Sufficient volume of raw materials for break-even development of a new barehole, equal to 111 thousand barrels, exceeds the predicted volumes of bareholes in each region, the average forecasts of which are:

* region "0" - 92 thousand barrels;
* region "1" - 68 thousand barrels;
* region "2" - 94 thousand barrels.

## Calculation of profit and risks

After assessing the risks, we need to keep only those regions in which the probability of losses is less than 2.5%. Among them, the region with the highest average profit is chosen.

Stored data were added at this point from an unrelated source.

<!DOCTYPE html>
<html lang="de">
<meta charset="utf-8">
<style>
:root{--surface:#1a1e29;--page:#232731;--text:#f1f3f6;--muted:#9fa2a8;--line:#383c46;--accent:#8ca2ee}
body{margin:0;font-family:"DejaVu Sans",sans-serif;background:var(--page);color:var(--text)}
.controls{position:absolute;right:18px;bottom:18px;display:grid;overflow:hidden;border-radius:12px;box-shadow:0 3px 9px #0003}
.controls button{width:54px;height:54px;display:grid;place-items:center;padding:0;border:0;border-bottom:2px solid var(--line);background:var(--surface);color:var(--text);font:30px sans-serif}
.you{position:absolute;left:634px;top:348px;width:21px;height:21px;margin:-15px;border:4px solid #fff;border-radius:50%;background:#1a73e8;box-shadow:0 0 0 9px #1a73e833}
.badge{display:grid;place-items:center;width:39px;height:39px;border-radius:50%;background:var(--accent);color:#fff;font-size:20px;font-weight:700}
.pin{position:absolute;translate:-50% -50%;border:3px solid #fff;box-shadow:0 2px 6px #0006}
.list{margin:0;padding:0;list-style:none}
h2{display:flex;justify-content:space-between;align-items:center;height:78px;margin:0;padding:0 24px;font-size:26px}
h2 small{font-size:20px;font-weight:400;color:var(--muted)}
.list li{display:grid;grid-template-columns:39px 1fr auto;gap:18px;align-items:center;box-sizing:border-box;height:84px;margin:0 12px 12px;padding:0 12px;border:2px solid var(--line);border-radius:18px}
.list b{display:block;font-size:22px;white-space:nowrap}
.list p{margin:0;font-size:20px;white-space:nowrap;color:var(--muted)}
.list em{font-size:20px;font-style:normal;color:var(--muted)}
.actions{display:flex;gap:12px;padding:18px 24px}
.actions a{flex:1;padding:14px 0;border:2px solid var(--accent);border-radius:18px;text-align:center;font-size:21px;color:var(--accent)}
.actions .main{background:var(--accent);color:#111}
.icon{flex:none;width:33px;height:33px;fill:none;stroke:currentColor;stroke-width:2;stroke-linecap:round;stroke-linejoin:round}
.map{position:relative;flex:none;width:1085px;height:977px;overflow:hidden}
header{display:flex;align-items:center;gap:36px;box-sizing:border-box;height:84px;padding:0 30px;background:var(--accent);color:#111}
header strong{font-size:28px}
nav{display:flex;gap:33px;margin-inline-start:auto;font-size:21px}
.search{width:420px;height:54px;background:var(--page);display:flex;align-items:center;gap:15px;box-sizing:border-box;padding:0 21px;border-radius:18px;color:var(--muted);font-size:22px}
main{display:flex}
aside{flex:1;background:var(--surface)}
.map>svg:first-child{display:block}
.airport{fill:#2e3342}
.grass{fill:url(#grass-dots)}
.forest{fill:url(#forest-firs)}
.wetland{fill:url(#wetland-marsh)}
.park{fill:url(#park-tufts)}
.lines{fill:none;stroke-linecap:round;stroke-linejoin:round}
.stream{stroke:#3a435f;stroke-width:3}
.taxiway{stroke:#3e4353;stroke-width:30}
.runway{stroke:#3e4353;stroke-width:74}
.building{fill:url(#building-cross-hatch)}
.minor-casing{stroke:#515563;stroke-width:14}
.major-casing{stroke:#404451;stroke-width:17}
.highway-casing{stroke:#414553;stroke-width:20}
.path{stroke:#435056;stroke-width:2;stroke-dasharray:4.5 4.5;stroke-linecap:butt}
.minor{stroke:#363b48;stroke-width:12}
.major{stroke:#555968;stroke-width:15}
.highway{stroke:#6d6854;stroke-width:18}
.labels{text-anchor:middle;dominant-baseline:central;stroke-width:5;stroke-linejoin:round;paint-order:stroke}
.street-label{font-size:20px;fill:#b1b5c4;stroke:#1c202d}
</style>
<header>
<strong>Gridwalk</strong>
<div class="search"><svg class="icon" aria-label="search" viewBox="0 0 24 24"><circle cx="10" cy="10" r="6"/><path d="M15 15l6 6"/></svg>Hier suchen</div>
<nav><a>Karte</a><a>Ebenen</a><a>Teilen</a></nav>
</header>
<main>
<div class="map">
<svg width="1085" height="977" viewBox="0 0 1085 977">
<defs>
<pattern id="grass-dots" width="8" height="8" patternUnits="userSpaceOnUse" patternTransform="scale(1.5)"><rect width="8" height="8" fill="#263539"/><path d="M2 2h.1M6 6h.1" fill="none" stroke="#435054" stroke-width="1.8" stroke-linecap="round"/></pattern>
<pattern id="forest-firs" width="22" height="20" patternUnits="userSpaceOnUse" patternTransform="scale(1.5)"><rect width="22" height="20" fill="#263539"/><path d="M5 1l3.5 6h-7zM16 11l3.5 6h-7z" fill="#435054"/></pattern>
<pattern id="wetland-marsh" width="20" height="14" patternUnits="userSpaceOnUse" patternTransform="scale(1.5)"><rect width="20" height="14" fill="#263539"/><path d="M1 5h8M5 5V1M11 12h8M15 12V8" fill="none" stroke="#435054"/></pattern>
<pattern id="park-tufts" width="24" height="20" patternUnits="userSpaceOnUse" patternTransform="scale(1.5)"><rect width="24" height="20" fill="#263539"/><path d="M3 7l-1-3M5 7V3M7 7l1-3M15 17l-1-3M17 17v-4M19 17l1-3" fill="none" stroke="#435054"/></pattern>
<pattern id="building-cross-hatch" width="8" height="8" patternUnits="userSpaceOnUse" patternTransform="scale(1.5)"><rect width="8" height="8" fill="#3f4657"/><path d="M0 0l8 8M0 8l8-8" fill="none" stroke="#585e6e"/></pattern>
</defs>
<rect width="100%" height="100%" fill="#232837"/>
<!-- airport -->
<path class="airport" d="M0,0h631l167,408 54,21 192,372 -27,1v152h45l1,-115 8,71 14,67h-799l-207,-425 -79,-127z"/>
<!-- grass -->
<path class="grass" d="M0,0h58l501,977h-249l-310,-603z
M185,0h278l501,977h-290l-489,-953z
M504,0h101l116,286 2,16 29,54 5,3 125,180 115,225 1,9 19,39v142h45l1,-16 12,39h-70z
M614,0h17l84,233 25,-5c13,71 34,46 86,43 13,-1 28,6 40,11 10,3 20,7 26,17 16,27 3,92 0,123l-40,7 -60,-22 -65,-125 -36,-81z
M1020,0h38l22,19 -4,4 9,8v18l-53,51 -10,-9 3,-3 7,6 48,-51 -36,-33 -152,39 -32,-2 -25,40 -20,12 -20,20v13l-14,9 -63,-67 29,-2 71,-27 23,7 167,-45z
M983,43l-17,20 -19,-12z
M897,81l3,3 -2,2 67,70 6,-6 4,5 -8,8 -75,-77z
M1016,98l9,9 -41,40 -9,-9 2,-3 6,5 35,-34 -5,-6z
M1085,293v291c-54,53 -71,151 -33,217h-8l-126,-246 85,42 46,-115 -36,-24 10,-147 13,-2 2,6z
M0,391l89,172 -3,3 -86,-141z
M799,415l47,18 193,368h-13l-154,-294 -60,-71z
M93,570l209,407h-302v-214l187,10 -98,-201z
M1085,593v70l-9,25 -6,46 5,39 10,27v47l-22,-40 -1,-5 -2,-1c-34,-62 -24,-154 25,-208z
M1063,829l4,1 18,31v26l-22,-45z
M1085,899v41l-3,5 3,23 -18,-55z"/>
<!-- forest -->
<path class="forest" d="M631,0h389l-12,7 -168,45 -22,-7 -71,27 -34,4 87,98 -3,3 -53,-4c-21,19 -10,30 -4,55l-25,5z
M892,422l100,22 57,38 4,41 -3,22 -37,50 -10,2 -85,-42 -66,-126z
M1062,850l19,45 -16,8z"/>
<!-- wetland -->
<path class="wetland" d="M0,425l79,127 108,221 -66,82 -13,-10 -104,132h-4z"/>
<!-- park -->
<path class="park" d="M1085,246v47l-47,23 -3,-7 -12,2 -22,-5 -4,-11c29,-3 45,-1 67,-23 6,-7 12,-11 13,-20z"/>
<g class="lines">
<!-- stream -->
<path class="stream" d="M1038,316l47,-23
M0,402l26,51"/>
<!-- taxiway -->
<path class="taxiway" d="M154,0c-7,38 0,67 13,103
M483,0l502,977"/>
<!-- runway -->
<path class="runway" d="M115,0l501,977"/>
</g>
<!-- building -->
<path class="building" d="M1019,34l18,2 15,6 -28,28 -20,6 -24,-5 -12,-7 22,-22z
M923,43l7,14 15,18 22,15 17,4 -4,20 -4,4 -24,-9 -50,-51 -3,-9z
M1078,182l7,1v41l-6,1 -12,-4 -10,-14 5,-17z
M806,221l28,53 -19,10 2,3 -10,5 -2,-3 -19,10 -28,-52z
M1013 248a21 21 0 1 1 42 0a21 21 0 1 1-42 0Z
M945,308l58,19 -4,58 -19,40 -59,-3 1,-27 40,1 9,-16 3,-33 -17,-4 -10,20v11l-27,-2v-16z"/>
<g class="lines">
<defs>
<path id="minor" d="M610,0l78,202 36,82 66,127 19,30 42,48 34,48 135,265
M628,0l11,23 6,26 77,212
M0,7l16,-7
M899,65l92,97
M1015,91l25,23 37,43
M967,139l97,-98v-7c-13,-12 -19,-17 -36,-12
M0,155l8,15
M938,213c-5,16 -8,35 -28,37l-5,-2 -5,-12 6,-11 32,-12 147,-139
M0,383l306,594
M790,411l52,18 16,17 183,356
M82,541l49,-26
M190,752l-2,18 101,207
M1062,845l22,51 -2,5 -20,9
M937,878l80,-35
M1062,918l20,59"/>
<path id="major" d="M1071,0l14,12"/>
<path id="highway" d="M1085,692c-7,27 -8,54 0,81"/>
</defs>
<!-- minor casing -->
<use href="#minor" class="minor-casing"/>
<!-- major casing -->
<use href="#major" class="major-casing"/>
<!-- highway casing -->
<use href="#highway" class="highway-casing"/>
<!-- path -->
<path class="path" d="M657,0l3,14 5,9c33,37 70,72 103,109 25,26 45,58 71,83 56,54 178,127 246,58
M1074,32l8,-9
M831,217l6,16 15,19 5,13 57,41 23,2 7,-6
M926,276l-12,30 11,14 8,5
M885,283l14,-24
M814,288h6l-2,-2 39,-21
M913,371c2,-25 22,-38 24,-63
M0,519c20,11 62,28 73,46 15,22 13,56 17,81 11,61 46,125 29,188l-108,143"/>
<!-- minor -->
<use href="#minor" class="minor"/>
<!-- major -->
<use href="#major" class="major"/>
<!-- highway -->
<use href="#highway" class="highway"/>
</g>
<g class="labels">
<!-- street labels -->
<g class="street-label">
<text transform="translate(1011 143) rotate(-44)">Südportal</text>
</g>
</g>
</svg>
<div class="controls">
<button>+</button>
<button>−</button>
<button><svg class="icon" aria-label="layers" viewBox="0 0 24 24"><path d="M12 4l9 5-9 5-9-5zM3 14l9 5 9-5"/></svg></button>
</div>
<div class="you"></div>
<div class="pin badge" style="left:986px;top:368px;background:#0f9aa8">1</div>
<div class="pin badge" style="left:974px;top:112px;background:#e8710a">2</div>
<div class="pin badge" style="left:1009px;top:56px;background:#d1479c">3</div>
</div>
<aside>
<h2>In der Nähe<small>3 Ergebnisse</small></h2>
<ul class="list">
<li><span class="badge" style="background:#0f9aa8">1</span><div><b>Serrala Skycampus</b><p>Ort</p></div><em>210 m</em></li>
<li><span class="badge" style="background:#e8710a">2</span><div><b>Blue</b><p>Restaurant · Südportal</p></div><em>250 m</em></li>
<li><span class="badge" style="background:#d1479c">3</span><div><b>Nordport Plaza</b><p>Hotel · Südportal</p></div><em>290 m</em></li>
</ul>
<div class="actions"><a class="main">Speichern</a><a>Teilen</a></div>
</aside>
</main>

Create the function to calculate the profit:

In [36]:

def revenue(target, predict):
    
    predict_sorted = predict.sort_values(ascending=False)
    selected = target[predict_sorted.index][:200]
    return (selected.sum() * PRICE_FOR_1000_BARREL) - BUDGET


def bootstrap(target_valid, predict, region):
    state = np.random.RandomState(12345)
    values = []
    target = target_valid.reset_index(drop=True)
    predictions = pd.Series(predict)
    count = 0 
    for i in range(1000):
        target_subsample = target.sample(500, replace=True, random_state=state)
        predictions_subsample = predictions.loc[target_subsample.index.to_list()]
        target_subsample = target_subsample.reset_index(drop=True)
        predictions_subsample = predictions_subsample.reset_index(drop=True)
        value = revenue(target_subsample, predictions_subsample)
        values.append(value)
        
        if value < 0: 
            count += 1 
        
    values = pd.Series(values)
    risk = (values <0).mean()
    
    lower = values.quantile(0.025)
    upper = values.quantile(0.975) 
    
    print('Average profit on', region, 'region is:', round(values.mean(), 2), 'with a risk', 
          round(risk * 100, 2), '%')
    print('The confidence interval in the region is from', round(lower, 2),'to', round(upper, 2))

In [37]:
bootstrap(target_valid_0, predict_0, 0)

Average profit on 0 region is: 396164984.8 with a risk 6.9 %
The confidence interval in the region is from -111215545.89 to 909766941.55


In [38]:
bootstrap(target_valid_1, predict_1, 1)

Average profit on 1 region is: 456045105.79 with a risk 1.5 %
The confidence interval in the region is from 33820509.4 to 852289453.87


In [39]:
bootstrap(target_valid_2, predict_2, 2)

Average profit on 2 region is: 404403866.57 with a risk 7.6 %
The confidence interval in the region is from -163350413.4 to 950359574.92


Thus, thanks to the bootstrap technique, it was found that the "1" region is the safest for development, since its development is associated with the lowest risk of 1.5% and a confidence interval from 33820509.4 to 852289453.87

## Conclusion:

During the work on the project, data was prepared for work, models were trained on three different samples, and the work of these models was evaluated. Further, these results were additionally verified by the bootstrap technique. As a result, the region "1" turned out to be the safest from the point of view of profitability, since its development is associated with the lowest risk of 1% and a confidence interval from 68873225.37 to 931547591.26.